» Directions for this task
Whenever a line of the entries below holds the string "Minified", copy that line and return it.
━━━ Dataset excerpts ━━━
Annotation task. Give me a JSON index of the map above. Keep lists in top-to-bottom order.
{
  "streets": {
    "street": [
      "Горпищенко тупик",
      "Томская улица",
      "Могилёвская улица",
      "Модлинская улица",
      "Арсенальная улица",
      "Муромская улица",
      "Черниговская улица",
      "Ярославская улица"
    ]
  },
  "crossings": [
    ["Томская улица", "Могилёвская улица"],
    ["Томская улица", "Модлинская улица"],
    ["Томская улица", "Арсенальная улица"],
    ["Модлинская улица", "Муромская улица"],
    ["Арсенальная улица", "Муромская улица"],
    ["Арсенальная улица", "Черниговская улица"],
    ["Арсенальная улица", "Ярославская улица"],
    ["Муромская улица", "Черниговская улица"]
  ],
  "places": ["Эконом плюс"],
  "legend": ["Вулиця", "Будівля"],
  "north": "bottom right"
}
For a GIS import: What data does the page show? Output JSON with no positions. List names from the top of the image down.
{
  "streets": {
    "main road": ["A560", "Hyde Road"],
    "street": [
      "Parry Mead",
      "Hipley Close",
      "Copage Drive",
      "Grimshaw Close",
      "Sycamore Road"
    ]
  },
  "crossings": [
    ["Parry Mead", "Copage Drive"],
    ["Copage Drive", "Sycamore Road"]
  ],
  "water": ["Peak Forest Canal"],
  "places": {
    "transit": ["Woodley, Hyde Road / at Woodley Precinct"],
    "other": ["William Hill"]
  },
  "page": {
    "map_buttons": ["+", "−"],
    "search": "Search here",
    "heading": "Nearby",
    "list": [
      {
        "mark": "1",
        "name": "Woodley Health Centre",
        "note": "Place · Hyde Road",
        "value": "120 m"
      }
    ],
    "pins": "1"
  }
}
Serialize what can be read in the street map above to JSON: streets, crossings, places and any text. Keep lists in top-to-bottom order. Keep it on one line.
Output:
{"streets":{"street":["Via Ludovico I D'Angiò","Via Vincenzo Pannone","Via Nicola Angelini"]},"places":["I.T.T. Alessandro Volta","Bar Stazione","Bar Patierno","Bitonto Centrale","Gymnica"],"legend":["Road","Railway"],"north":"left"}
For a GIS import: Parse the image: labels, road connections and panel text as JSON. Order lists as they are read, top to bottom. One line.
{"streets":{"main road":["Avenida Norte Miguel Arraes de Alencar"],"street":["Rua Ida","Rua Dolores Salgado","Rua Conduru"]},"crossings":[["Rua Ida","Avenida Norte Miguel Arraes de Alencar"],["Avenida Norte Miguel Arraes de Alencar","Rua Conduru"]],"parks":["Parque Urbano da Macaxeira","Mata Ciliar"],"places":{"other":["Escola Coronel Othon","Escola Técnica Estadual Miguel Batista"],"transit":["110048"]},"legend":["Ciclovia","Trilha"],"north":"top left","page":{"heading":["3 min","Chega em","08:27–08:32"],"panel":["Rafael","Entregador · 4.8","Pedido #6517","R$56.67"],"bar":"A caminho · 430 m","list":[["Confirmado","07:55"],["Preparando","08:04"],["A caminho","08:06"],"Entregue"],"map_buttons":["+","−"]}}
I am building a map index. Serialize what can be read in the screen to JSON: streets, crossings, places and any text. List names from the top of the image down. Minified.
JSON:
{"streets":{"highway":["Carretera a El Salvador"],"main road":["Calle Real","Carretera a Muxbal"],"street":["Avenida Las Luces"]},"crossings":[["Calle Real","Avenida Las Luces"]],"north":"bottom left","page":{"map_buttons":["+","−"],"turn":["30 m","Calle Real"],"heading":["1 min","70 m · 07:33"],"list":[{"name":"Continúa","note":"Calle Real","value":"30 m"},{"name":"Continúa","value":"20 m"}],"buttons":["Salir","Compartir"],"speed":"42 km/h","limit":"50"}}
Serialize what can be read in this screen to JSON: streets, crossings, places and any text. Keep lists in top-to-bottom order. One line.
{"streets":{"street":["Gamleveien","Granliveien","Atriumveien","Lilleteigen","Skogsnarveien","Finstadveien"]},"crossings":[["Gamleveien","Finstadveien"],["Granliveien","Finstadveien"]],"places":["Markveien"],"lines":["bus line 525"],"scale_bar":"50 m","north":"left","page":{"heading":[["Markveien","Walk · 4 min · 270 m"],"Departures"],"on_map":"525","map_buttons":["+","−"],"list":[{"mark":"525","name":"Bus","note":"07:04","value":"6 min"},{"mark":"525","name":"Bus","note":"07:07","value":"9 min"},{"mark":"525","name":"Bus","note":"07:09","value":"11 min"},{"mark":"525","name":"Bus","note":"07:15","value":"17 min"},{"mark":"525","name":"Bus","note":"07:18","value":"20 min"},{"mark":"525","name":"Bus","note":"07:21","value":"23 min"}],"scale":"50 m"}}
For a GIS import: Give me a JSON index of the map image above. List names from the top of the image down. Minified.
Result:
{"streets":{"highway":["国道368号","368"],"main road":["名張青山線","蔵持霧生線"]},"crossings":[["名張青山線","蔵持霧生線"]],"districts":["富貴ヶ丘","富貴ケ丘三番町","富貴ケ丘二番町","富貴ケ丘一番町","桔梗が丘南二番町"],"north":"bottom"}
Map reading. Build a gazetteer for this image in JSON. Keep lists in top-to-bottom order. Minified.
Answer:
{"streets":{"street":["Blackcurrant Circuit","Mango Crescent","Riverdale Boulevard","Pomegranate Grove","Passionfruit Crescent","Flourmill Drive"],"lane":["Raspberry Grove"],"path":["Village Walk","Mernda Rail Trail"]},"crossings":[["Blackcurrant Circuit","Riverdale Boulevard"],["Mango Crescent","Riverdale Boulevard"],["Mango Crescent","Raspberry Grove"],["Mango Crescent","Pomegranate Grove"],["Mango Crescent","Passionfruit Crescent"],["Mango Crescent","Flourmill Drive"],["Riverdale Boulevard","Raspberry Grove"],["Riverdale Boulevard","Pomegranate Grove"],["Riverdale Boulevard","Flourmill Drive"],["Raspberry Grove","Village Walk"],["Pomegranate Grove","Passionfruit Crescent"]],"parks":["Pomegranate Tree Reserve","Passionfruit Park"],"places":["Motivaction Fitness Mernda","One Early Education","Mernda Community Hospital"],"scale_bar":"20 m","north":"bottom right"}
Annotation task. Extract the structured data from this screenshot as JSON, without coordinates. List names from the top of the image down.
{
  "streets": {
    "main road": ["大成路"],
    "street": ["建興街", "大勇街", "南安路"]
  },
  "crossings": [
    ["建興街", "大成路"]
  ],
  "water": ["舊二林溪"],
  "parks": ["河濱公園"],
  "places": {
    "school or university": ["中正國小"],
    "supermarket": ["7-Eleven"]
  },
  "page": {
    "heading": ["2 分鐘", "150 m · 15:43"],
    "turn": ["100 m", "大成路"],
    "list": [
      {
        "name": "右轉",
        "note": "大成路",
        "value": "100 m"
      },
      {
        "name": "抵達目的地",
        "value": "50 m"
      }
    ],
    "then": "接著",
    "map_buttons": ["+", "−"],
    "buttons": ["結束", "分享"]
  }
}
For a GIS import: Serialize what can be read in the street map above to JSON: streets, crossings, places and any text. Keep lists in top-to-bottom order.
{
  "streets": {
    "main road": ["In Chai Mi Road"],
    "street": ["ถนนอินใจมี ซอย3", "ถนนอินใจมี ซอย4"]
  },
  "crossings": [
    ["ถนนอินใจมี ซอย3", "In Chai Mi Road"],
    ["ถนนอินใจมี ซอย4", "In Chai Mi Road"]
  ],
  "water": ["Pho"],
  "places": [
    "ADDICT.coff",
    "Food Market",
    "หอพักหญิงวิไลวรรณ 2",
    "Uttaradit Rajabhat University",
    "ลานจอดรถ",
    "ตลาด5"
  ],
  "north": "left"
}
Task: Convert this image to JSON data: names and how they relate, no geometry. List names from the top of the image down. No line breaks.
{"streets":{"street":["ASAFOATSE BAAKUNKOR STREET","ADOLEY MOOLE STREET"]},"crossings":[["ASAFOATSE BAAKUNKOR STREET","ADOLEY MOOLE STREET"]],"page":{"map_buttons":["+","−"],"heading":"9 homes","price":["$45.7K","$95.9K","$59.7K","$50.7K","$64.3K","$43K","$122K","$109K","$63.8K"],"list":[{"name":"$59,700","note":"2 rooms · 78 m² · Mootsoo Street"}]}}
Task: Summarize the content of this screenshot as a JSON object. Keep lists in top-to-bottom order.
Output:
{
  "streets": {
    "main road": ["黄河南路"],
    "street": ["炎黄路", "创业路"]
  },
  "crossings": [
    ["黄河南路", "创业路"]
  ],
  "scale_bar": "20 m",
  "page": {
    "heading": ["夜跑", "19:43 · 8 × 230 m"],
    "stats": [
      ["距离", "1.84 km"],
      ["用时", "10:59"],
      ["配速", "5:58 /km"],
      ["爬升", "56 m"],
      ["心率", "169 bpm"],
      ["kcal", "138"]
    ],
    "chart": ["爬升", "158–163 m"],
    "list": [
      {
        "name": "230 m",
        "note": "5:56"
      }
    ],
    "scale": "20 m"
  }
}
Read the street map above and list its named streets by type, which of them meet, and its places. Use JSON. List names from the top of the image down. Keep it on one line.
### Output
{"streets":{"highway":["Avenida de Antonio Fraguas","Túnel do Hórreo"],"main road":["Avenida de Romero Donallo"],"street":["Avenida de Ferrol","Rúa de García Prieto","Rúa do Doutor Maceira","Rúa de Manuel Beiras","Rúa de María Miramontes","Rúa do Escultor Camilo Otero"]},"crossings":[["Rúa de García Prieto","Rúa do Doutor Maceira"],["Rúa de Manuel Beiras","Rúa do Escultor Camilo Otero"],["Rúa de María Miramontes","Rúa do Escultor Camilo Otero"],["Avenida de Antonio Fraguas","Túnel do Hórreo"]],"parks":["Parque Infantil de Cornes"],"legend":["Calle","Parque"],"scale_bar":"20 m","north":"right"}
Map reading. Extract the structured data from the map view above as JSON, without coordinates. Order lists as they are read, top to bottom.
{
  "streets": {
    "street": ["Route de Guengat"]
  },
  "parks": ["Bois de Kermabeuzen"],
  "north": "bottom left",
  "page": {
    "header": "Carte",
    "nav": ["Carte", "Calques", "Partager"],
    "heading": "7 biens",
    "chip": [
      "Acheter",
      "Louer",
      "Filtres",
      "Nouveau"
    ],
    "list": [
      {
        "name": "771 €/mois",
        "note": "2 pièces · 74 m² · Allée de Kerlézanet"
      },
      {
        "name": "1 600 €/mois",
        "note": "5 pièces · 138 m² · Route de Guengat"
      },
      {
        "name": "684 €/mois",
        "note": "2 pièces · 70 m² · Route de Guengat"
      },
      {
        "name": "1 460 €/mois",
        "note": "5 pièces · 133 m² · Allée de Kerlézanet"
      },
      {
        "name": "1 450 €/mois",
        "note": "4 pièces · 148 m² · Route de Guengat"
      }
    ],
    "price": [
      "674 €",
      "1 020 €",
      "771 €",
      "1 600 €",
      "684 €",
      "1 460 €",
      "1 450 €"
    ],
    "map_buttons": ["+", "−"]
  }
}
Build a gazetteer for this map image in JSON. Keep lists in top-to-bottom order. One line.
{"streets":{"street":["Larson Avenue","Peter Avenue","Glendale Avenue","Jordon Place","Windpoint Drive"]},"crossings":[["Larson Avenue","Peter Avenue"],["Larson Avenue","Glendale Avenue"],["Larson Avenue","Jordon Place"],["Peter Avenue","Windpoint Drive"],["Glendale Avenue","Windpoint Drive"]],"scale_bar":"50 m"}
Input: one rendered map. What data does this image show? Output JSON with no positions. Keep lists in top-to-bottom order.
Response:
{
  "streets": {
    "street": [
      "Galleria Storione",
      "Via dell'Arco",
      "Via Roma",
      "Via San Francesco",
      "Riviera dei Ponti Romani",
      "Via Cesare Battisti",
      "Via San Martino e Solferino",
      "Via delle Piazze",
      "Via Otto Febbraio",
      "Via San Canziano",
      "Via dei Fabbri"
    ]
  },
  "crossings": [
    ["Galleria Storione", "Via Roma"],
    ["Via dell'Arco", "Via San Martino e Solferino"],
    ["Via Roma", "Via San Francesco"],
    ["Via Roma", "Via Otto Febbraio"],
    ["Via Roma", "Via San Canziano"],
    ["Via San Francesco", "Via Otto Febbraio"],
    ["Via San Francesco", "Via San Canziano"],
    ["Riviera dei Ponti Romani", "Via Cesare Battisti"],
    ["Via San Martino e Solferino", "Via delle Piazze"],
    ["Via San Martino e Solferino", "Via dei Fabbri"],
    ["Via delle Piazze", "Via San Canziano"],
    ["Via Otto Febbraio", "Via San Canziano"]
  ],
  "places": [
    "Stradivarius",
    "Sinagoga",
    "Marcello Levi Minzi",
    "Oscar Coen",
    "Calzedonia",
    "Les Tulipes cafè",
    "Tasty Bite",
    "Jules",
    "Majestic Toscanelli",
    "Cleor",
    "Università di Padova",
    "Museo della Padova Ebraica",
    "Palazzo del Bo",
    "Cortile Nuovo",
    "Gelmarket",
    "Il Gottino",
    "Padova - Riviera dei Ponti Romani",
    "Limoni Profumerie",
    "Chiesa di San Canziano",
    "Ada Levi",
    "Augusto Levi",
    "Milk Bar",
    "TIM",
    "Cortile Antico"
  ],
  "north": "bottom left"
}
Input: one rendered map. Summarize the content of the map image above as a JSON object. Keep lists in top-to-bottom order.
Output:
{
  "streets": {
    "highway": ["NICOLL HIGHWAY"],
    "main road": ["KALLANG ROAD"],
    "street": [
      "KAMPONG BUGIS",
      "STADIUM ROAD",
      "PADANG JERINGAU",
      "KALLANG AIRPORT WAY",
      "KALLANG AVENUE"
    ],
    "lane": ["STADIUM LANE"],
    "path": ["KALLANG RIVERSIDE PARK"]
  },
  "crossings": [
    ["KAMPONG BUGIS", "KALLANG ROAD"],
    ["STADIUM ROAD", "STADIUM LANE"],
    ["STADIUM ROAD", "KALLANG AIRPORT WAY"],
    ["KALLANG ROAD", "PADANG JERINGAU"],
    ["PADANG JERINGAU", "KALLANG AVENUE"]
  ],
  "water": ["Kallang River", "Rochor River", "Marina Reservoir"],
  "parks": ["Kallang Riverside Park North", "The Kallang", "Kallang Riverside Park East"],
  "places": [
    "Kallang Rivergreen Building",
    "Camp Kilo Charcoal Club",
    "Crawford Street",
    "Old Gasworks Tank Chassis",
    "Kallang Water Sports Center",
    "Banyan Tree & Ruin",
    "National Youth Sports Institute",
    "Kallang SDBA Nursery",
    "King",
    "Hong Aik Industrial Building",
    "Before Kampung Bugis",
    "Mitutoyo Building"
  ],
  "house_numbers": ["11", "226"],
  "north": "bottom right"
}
━━━
» Response area
I am building a map index. Serialize what can be read in the screen to JSON: streets, crossings, places and any text. List names from the top of the image down. Minified.
For a GIS import: Give me a JSON index of the map image above. List names from the top of the image down. Minified.
Map reading. Build a gazetteer for this image in JSON. Keep lists in top-to-bottom order. Minified.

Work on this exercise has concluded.